## EXERCISE INSTRUCTIONS
Pick out each line in these entries that contains the string "Sports".

## SUPPLIED RECORDS

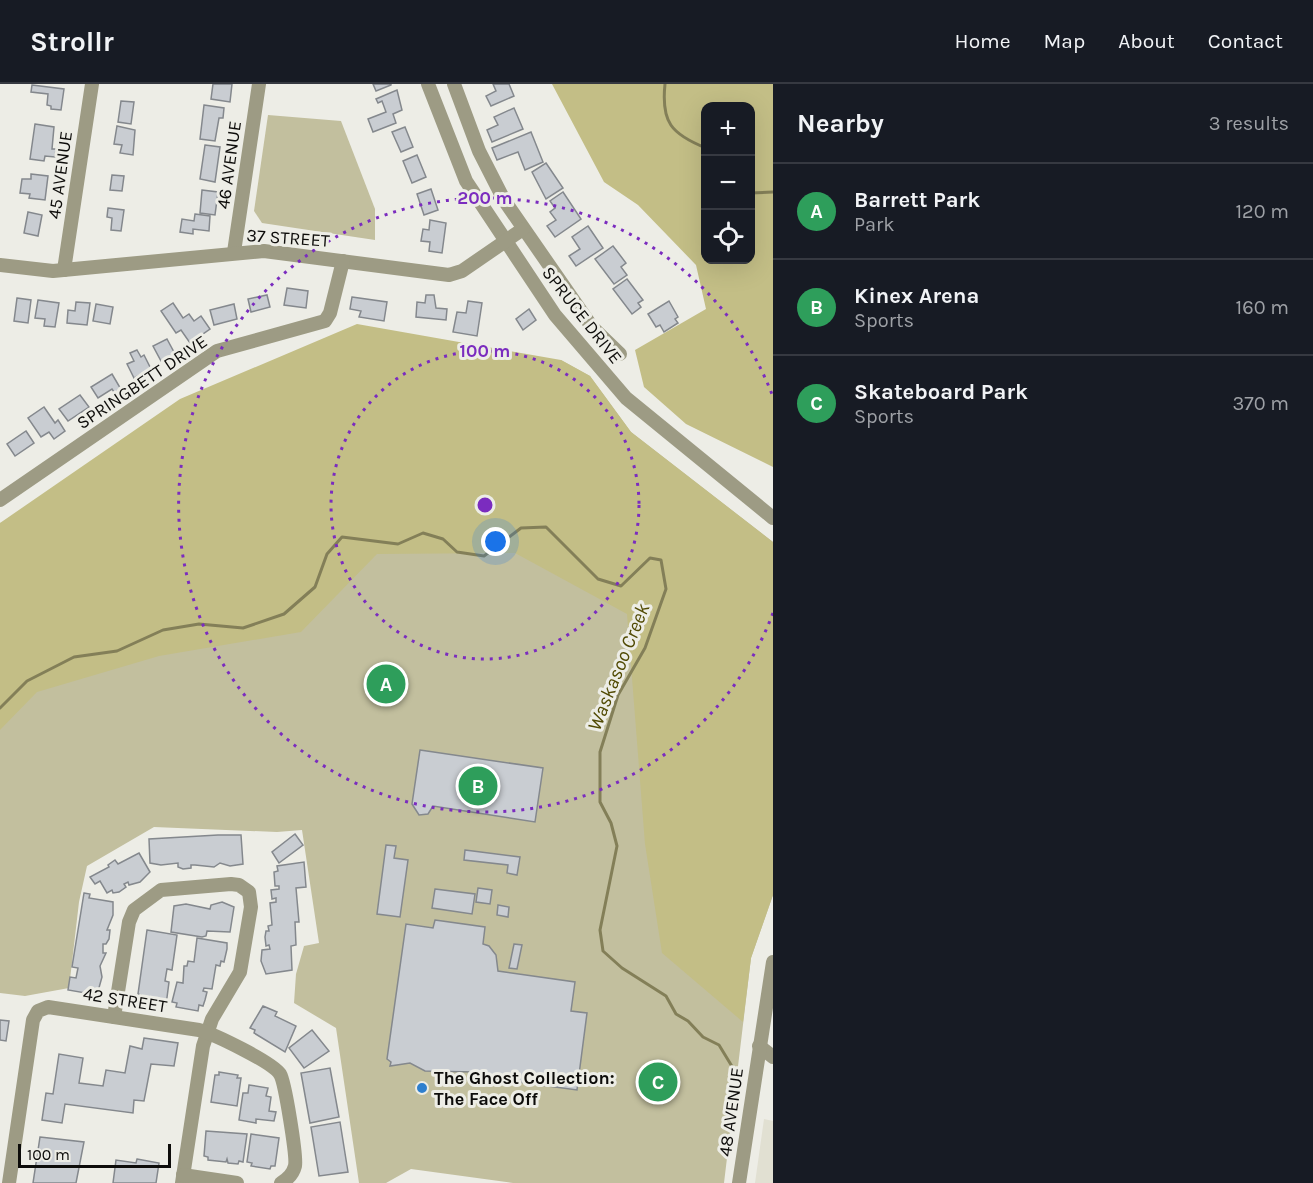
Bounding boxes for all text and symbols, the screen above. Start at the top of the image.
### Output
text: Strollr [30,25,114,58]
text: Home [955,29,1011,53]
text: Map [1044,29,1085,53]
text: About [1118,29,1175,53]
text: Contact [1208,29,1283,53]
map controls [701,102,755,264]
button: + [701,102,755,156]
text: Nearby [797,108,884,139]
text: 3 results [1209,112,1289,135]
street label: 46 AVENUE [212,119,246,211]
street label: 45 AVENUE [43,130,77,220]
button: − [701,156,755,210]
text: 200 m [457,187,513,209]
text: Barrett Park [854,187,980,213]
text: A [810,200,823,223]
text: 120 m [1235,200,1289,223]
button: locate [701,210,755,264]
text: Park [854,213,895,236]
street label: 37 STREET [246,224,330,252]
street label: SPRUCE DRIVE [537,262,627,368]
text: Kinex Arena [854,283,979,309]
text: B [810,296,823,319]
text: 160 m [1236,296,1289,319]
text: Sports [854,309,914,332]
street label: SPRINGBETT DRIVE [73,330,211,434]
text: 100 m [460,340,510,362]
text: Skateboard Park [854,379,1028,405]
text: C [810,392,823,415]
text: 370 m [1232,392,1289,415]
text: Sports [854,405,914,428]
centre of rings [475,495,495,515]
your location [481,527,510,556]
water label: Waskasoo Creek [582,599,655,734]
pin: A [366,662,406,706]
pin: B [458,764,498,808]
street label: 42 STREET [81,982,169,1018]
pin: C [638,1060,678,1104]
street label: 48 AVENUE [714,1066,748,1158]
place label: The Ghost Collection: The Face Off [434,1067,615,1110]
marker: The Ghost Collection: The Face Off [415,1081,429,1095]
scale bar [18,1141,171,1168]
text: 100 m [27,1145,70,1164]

## WRITTEN RESPONSE
text: Sports [854,309,914,332]
text: Sports [854,405,914,428]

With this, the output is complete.